From northwest to southeast, the HGR includes Grimes County (with a high elevation of close to 122 m a.m.s.l.), Montgomery County, Waller County, Harris County, and Galveston County (with a low elevation of 0 m along the coast of the Gulf of Mexico). The Gulf Coast aquifer system consists of three Quaternary and Tertiary aquifers and two Tertiary confining units composed of laterally discontinuous deposits of gravel, sand, silt, and clay. The aquifer units in the HGR are the Chicot, Evangeline, and Jasper aquifers (Kasmarek, 2013). The youngest and uppermost Quaternary aquifer, the Chicot aquifer, consists of Holocene- and Pleistocene-age sediments; the underlying Tertiary Evangeline aquifer consists of Pliocene- and Miocene-age sediments; and the oldest and most deeply buried Tertiary aquifer, the Jasper aquifer, consists of Miocene-age sediments. Stratigraphically positioned between the Evangeline and Japer aquifers is the Tertiary Burkeville confining unit of Miocene age sediments, which restricts groundwater flow between the Evangeline and Jasper aquifers. The lowermost unit of the Gulf Coast Tertiary aquifer system is the Miocene-age Catahoula confining system, which includes the Catahoula Sandstone. The Catahoula confining system consists of sands in the upper section and clay and tuff interbedded with sand in the lower section.
The Gulf Coast aquifer system consists of hydrogeologic units that dip and thicken from northwest to southeast; the geologic units thus crop out in bands inland from and approximately parallel to the coast and become progressively more deeply buried and confined toward the coast (Kasmarek, 2013). There is no confining unit between the Chicot and Evangeline aquifers; therefore, the aquifers are hydraulically connected, which allows groundwater flow between the aquifers. Because of this hydraulic connection, water-level changes that occur in one aquifer can affect water levels in the adjoining aquifer (Kasmarek et al., 2015). Supporting evidence of the interaction of groundwater flow between the Chicot and Evangeline aquifers is demonstrated by comparing the two long-term (1977–2015) water-level-change maps, which indicate that the areas where water levels have risen or declined are approximately spatially coincident (Carr et al., 1985). Hydraulic properties of the Chicot aquifer do not differ appreciably from the hydrogeologically similar Evangeline aquifer, but can be differentiated on the basis of hydraulic conductivity. The transmissivity of the Chicot aquifer ranges from 915 to 7625 m2 d−1 and the transmissivity of the Evangeline aquifer ranges from 915 to 4575 m2 d−1 (Meyer and Carr, 1979). The geologic units that make up the Chicot aquifer outcrop and extend inland from the Gulf of Mexico and terminates at the most northern updip limit of these units.

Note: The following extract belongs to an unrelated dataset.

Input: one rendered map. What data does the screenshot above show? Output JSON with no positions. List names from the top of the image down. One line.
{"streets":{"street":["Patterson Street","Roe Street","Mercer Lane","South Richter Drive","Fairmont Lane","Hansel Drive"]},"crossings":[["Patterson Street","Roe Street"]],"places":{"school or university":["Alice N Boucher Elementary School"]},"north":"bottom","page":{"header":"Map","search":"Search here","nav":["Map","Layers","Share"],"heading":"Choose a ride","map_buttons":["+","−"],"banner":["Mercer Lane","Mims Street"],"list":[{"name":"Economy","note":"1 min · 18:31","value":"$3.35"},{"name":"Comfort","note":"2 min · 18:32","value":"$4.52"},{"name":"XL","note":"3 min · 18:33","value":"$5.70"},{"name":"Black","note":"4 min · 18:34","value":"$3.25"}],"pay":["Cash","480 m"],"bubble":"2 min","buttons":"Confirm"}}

The recharge rate across the outcrop area ranged from 6.35 to 177.8 mm yr−1 (Noble et al., 1996). Proceeding updip and inland of the Chicot aquifer, the older hydrogeologic units of the Evangeline aquifer, the Burkeville confining unit, and the Jasper aquifer sequentially outcrop. In the outcrop and updip areas of the Jasper aquifer, the aquifer can be differentiated from the Evangeline aquifer on the basis of the depths to water below land-surface datum, which are shallower (closer to land surface) in the Jasper aquifer compared to those in the Evangeline aquifer. Additionally, in the downdip parts of the aquifer system, the Jasper aquifer can be differentiated from the Evangeline aquifer on the basis of stratigraphic position relative to the Burkeville confining unit.

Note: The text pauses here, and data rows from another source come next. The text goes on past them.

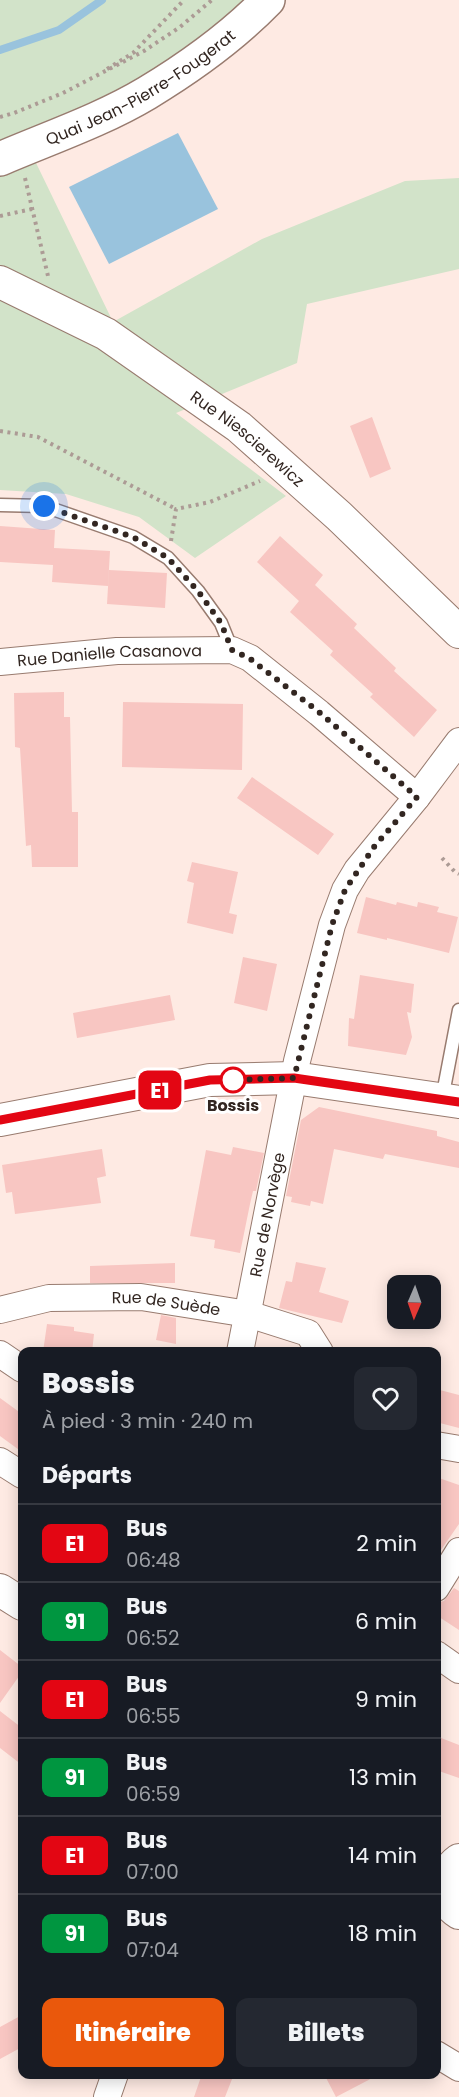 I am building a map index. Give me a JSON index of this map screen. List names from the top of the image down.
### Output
{
  "streets": {
    "main road": ["Quai Jean-Pierre-Fougerat"],
    "street": [
      "Rue Niescierewicz",
      "Rue Danielle Casanova",
      "Rue de Norvège",
      "Rue de Suède"
    ]
  },
  "crossings": [
    ["Rue de Norvège", "Rue de Suède"]
  ],
  "places": ["Bossis"],
  "lines": ["bus line E1"],
  "north": "bottom",
  "page": {
    "on_map": "E1",
    "heading": [
      ["Bossis", "À pied · 3 min · 240 m"],
      "Départs"
    ],
    "list": [
      {
        "mark": "E1",
        "name": "Bus",
        "note": "06:48",
        "value": "2 min"
      },
      {
        "mark": "91",
        "name": "Bus",
        "note": "06:52",
        "value": "6 min"
      },
      {
        "mark": "E1",
        "name": "Bus",
        "note": "06:55",
        "value": "9 min"
      },
      {
        "mark": "91",
        "name": "Bus",
        "note": "06:59",
        "value": "13 min"
      },
      {
        "mark": "E1",
        "name": "Bus",
        "note": "07:00",
        "value": "14 min"
      },
      {
        "mark": "91",
        "name": "Bus",
        "note": "07:04",
        "value": "18 min"
      }
    ],
    "buttons": ["Itinéraire", "Billets"]
  }
}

Almost all the permanent subsidence of a compressible aquifer system occurs due to the irreversible (or inelastic/nonrecoverable) compression or consolidation of aquitards through a slow (delayed) process of aquitard drainage. This concept, which was labeled “the aquitard drainage model” by Helm (Helm, 1984), has formed the theoretical basis of many successful subsidence investigations (Riley, 1969). The relation between changes in groundwater levels and compression of the aquifer system is based on the principle of effective stress first proposed by Terzaghi (1925). By this principle, when groundwater levels decrease due to discharges from an aquifer system, under a constant total load the support previously provided by the pore-fluid pressure will be transferred to the skeleton of the aquitard. Namely, the change in pore fluid pressure will be converted to effective stress on the skeleton of aquitards, which in turn causes the aquifer system's compaction. If the current effective stress is larger than the preconsolidation stress, the compaction is nonrecoverable (inelastic). In contrast, if effective stress is less than the preconsolidation stress, the compaction is recoverable (elastic). Conversely, when groundwater levels increase due to recharge to the aquifer system, the support previously provided by the skeleton is reduced and the change in effective stress is shifted onto the pore fluid, which results in the aquifer system's elastic expansion (Galloway et al., 1999). Therefore, in a general case the primary consolidation or compaction (sp) can consist of two components: inelastic compaction (sp−v) related to nonrecoverable specific skeletal storage (Sskv) of the aquitard(s) or confining unit(s) and elastic compaction (sp−e) associated with recoverable specific skeletal storage (Sske) of aquitard(s) or confining unit(s) and sand layers in one aquifer system. Therefore, we have the following equation , which yields the primary compaction rate as defined by Eq. (1)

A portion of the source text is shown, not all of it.